§ **Extracted data**
*****
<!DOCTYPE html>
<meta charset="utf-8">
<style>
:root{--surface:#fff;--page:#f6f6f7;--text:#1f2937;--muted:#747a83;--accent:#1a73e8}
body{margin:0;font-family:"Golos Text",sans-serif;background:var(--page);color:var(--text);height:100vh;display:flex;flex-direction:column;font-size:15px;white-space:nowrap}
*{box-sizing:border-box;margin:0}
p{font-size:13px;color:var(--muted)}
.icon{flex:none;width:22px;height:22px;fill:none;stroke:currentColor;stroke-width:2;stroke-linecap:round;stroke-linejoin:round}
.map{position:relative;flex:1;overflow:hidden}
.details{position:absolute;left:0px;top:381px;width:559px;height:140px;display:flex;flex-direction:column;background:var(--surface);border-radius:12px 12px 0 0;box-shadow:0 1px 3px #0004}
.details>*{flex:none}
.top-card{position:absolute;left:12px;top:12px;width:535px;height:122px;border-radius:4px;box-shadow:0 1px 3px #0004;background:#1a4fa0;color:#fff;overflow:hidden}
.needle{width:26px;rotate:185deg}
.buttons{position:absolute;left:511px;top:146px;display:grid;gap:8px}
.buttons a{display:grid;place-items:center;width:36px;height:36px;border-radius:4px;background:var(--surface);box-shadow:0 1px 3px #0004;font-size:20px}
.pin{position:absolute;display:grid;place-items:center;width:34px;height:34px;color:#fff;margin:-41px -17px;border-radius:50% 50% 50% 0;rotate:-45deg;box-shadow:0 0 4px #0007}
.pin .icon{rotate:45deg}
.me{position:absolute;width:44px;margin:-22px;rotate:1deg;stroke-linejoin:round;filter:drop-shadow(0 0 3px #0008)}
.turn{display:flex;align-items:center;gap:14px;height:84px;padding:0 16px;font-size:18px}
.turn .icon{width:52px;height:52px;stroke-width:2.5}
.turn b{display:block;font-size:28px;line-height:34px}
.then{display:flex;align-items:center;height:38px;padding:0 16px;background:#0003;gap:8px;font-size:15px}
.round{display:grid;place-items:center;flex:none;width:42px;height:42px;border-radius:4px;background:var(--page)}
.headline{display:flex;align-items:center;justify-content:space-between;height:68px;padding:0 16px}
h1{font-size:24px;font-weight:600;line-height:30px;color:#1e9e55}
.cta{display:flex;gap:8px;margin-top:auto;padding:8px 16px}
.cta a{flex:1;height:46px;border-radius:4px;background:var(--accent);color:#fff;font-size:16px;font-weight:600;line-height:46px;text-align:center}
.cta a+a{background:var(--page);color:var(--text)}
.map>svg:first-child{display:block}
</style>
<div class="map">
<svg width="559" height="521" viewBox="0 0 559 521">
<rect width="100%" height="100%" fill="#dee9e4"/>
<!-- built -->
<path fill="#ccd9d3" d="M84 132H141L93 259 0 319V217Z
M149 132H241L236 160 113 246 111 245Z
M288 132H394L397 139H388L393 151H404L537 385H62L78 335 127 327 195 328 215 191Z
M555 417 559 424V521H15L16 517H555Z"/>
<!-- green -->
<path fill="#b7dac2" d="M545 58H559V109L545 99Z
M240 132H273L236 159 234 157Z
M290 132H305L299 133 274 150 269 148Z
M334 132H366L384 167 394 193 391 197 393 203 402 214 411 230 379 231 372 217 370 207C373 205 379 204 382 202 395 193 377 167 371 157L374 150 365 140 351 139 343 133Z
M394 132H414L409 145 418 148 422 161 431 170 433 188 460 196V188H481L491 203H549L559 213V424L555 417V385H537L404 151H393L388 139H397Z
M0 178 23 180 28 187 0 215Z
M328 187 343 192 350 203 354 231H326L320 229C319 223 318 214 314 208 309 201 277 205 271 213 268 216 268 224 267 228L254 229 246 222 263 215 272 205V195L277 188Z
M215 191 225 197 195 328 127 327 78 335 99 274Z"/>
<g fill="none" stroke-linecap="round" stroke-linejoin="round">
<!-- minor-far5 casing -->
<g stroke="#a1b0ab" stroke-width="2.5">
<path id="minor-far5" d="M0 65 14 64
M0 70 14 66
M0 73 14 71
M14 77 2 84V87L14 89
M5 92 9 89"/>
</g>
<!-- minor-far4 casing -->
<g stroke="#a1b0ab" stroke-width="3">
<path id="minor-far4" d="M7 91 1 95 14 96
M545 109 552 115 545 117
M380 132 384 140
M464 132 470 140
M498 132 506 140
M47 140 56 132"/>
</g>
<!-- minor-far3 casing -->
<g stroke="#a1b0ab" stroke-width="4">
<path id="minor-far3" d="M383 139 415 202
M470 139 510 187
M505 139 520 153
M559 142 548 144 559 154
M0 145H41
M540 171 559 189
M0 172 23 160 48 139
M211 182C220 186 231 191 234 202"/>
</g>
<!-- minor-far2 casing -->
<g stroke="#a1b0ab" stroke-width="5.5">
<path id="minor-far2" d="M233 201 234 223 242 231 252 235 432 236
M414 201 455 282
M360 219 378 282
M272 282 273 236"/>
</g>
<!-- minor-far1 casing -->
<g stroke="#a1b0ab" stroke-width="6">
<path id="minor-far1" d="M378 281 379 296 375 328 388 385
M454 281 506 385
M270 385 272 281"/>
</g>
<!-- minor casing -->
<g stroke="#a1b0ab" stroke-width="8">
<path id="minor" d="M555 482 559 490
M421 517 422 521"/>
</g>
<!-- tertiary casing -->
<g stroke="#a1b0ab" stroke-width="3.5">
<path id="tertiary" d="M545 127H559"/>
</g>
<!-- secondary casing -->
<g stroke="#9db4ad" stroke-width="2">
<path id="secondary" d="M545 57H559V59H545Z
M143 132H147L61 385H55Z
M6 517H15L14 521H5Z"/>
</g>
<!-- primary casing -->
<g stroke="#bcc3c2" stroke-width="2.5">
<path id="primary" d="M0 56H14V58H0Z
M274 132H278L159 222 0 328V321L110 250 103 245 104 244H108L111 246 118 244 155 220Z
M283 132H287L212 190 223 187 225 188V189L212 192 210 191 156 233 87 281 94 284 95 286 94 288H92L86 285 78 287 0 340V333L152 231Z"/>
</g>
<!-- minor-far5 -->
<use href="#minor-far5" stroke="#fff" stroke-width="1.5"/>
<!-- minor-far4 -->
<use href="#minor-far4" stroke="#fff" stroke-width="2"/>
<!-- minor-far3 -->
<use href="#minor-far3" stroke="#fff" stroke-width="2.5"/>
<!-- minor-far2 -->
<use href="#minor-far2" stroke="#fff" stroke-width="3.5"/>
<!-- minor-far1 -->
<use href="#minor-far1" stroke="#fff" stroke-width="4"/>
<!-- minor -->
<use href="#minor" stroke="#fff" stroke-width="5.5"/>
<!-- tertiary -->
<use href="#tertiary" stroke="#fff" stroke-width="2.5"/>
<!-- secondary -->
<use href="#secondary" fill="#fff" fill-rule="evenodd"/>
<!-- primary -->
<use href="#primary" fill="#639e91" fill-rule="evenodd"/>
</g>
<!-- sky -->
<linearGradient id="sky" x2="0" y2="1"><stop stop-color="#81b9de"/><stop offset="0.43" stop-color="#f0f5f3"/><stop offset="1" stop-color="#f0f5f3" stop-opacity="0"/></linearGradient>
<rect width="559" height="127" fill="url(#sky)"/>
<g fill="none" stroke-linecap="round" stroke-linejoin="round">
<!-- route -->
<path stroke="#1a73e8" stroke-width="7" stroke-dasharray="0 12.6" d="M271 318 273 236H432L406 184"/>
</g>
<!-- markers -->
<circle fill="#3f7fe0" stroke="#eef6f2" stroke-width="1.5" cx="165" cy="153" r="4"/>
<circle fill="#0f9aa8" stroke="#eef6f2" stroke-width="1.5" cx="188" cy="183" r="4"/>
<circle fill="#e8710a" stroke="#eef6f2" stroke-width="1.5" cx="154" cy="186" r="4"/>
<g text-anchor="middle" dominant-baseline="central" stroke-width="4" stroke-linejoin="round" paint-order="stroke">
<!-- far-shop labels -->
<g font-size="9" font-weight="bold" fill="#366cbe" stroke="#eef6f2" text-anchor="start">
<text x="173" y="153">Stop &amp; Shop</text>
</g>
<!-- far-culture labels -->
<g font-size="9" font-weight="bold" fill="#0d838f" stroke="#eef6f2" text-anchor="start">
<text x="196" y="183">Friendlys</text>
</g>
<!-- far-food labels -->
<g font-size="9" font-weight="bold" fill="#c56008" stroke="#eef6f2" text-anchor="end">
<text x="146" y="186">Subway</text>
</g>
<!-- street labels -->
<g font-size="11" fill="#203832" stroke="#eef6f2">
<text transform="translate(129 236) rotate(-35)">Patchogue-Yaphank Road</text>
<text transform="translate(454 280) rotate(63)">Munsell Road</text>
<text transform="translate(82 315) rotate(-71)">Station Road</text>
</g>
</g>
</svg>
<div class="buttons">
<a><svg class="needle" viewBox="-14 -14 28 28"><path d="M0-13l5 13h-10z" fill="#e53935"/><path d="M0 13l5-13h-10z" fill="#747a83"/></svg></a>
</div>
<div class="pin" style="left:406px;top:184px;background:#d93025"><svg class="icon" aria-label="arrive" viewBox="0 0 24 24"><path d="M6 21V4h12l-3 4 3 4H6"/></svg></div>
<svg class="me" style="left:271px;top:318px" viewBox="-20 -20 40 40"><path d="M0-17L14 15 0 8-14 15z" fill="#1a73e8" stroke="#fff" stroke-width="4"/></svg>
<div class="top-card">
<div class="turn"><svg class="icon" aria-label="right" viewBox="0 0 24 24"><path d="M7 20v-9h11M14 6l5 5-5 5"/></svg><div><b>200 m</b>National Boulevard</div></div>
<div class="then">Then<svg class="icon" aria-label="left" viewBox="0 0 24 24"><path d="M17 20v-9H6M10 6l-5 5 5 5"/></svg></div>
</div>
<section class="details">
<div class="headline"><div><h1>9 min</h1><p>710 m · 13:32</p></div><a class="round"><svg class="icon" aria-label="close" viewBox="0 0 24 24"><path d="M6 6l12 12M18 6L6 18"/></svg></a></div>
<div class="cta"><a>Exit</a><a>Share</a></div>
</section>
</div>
*****
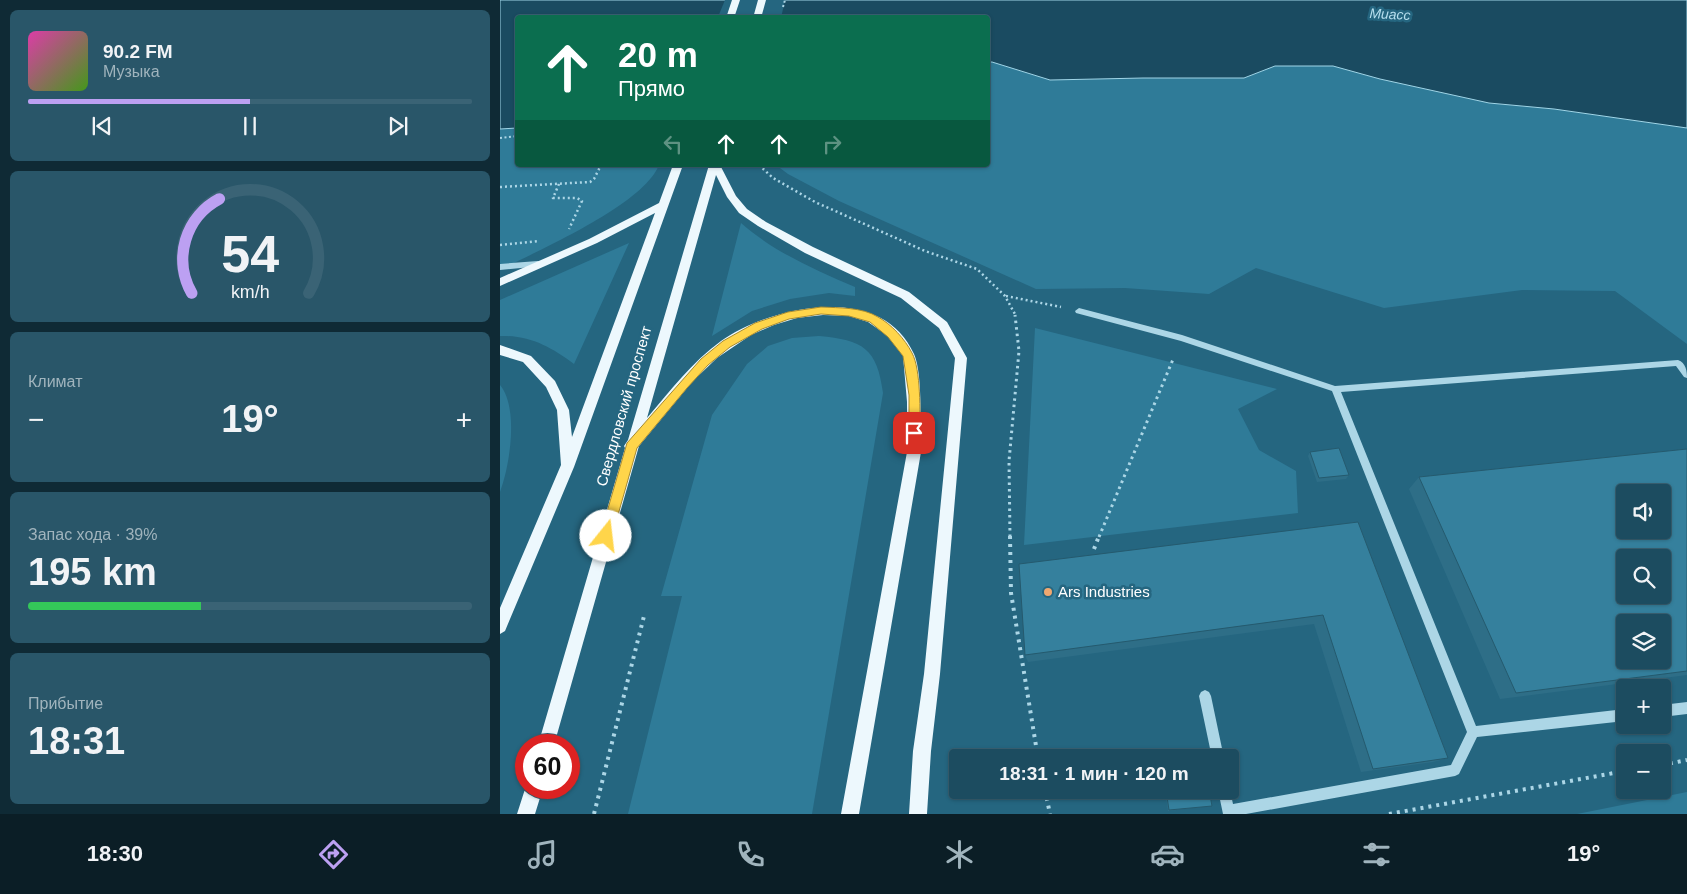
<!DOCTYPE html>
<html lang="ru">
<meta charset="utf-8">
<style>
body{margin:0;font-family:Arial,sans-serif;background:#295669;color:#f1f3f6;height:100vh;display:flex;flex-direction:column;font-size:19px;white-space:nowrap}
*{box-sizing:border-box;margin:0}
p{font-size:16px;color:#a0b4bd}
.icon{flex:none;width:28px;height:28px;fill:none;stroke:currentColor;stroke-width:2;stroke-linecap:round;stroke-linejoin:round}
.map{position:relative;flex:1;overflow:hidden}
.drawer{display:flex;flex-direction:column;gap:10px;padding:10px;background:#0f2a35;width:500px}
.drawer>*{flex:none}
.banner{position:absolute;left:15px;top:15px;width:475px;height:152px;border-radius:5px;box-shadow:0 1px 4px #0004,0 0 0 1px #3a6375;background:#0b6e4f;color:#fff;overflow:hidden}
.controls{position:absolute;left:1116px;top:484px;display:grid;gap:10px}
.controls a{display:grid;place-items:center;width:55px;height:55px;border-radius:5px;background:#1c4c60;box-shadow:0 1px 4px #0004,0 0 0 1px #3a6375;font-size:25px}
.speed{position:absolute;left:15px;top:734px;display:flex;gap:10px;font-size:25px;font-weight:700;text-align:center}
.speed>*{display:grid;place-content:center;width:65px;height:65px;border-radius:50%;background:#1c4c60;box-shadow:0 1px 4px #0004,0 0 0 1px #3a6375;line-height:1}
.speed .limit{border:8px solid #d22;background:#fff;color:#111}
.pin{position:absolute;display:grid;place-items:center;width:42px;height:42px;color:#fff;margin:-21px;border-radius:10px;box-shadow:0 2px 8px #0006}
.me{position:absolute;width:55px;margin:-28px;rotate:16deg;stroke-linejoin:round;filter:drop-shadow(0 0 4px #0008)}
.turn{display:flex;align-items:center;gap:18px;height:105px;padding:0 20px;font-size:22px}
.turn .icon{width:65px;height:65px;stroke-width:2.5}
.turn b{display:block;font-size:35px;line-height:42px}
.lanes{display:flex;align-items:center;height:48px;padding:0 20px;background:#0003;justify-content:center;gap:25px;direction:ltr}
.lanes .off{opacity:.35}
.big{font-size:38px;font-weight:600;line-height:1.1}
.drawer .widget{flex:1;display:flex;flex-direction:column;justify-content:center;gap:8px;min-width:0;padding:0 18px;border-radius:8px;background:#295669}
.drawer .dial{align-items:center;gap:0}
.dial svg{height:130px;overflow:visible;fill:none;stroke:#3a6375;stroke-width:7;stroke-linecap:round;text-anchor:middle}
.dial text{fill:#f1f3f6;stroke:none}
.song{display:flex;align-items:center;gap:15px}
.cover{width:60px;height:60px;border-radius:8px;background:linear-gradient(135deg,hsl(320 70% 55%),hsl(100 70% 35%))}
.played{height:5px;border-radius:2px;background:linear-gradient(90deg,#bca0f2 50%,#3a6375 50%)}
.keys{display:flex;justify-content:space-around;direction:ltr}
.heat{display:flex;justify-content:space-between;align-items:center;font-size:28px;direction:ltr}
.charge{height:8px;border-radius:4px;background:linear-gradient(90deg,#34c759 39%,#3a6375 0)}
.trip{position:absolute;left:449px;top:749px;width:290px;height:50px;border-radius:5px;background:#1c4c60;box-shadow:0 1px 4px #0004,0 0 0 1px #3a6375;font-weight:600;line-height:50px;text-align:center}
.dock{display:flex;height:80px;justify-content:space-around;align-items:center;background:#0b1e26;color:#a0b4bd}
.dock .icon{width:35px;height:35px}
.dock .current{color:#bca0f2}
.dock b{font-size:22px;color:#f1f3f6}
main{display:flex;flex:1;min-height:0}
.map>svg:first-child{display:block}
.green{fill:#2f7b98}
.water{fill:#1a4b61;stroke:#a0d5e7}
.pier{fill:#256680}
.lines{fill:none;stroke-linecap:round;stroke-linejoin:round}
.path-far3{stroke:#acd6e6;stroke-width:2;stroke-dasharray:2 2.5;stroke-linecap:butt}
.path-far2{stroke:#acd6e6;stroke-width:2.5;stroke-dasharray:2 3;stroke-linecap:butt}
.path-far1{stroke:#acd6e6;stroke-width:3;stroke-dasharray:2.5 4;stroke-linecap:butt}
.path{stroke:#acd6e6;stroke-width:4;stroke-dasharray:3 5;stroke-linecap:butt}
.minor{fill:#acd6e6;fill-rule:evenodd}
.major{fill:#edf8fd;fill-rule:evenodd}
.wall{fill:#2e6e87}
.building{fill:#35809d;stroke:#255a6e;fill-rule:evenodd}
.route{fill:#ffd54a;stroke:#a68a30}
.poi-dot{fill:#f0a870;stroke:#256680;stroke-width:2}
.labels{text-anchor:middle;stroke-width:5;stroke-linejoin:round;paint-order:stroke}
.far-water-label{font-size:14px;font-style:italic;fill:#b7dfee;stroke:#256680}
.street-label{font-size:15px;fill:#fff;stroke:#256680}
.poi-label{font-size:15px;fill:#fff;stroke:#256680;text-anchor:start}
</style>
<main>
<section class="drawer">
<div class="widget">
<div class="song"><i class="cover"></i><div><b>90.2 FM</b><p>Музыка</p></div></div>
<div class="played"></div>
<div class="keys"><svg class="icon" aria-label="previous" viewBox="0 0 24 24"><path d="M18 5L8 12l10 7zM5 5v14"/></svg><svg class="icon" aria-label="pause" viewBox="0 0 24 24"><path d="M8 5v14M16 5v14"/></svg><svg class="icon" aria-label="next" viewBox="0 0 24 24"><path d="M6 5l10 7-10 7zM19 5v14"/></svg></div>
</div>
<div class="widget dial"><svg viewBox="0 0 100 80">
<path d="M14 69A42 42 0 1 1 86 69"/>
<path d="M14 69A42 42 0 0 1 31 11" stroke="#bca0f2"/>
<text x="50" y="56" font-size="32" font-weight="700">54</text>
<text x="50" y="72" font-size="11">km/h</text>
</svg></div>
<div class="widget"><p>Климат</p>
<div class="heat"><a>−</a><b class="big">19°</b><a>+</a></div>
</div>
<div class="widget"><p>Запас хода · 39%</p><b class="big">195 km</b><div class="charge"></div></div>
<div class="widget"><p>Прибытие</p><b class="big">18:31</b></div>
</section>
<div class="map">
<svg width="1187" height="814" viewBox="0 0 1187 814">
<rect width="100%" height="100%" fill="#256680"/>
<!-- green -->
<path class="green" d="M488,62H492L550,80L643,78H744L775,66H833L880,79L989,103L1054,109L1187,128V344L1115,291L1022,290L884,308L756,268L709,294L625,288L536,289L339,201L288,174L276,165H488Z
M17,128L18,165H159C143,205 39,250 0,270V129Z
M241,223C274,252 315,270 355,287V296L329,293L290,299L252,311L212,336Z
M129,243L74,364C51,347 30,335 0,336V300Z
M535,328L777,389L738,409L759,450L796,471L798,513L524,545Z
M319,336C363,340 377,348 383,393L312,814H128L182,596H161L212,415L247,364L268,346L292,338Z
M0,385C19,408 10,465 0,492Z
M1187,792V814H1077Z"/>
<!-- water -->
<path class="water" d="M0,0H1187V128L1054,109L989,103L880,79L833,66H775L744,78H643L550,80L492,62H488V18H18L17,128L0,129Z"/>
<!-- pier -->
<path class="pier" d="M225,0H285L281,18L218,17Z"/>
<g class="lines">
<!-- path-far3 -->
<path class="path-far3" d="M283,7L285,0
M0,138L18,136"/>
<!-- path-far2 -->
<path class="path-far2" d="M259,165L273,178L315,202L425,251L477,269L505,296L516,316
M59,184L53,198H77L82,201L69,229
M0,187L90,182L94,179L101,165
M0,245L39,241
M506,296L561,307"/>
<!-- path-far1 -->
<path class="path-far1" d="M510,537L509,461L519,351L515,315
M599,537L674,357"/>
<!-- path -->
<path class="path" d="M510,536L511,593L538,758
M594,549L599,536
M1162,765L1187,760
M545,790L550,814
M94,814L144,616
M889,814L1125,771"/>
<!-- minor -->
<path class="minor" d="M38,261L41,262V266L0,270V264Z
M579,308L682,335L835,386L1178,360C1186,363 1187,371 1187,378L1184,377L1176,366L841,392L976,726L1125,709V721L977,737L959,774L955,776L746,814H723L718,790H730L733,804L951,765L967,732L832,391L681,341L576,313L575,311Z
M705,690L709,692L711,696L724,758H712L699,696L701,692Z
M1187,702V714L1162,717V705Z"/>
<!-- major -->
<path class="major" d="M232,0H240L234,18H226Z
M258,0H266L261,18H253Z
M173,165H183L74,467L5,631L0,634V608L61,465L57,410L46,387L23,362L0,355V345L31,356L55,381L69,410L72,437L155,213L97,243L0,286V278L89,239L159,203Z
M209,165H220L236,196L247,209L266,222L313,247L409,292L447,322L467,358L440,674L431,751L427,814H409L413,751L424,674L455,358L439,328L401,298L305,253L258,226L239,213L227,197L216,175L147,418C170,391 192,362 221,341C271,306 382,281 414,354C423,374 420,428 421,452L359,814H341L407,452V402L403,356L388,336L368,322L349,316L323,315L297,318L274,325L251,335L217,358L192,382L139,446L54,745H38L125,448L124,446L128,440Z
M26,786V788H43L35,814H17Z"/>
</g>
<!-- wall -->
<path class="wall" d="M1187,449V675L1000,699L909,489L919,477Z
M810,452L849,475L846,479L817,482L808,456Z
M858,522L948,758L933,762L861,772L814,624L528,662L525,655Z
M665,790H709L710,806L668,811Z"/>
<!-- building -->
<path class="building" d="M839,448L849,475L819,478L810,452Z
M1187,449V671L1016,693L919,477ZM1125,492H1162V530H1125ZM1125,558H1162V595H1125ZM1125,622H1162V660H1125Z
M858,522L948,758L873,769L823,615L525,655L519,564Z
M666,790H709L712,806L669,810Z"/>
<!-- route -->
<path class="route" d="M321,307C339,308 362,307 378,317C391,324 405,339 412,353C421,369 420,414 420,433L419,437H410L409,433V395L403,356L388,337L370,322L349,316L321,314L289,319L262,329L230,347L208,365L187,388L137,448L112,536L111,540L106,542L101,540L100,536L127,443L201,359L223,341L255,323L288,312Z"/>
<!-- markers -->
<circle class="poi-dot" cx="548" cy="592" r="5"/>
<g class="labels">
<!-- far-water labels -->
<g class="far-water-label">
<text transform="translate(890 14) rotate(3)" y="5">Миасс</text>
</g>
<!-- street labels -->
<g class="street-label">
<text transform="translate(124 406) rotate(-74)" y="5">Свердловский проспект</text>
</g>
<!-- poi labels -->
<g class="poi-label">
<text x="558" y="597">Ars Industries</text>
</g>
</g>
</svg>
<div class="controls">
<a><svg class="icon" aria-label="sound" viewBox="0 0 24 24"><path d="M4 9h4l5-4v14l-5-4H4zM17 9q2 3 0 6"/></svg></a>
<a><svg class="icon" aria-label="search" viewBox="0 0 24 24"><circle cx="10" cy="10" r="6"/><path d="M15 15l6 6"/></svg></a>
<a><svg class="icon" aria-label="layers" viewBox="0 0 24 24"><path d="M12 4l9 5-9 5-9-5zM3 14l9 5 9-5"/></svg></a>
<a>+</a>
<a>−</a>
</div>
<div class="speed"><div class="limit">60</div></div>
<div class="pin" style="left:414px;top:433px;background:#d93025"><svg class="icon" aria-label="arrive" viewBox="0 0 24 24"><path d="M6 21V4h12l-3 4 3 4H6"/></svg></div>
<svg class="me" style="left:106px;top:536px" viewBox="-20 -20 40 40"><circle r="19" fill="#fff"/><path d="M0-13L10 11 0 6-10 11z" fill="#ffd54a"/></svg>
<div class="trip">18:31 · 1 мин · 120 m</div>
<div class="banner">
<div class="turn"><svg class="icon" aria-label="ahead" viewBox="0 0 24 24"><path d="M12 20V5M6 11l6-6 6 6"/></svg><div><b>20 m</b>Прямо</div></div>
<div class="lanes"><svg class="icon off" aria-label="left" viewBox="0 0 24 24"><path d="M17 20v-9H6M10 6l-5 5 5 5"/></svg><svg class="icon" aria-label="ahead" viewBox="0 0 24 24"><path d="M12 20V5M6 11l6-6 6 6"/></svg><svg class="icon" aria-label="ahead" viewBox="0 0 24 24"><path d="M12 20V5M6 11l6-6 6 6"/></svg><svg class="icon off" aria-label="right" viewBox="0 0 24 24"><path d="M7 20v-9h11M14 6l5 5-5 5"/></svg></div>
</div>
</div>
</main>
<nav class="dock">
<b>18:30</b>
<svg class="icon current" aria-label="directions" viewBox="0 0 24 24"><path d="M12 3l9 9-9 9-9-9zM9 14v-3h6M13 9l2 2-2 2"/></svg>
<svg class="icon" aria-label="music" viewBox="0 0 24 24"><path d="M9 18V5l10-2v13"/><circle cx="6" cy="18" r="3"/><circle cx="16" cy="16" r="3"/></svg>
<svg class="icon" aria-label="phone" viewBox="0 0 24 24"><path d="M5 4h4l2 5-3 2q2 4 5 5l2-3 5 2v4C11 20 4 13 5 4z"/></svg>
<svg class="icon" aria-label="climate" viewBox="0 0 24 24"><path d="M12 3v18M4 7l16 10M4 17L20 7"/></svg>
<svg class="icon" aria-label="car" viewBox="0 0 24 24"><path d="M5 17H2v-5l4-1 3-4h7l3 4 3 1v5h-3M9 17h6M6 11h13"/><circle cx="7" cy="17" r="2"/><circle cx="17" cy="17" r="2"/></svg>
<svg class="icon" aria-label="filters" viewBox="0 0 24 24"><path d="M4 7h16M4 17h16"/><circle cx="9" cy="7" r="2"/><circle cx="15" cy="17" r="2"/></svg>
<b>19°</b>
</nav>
*****
§ **Work to be completed**
Show, from the records above, every line that includes "linecap".

§ **Your response**
.icon{flex:none;width:22px;height:22px;fill:none;stroke:currentColor;stroke-width:2;stroke-linecap:round;stroke-linejoin:round}
<g fill="none" stroke-linecap="round" stroke-linejoin="round">
<g fill="none" stroke-linecap="round" stroke-linejoin="round">
.icon{flex:none;width:28px;height:28px;fill:none;stroke:currentColor;stroke-width:2;stroke-linecap:round;stroke-linejoin:round}
.dial svg{height:130px;overflow:visible;fill:none;stroke:#3a6375;stroke-width:7;stroke-linecap:round;text-anchor:middle}
.lines{fill:none;stroke-linecap:round;stroke-linejoin:round}
.path-far3{stroke:#acd6e6;stroke-width:2;stroke-dasharray:2 2.5;stroke-linecap:butt}
.path-far2{stroke:#acd6e6;stroke-width:2.5;stroke-dasharray:2 3;stroke-linecap:butt}
.path-far1{stroke:#acd6e6;stroke-width:3;stroke-dasharray:2.5 4;stroke-linecap:butt}
.path{stroke:#acd6e6;stroke-width:4;stroke-dasharray:3 5;stroke-linecap:butt}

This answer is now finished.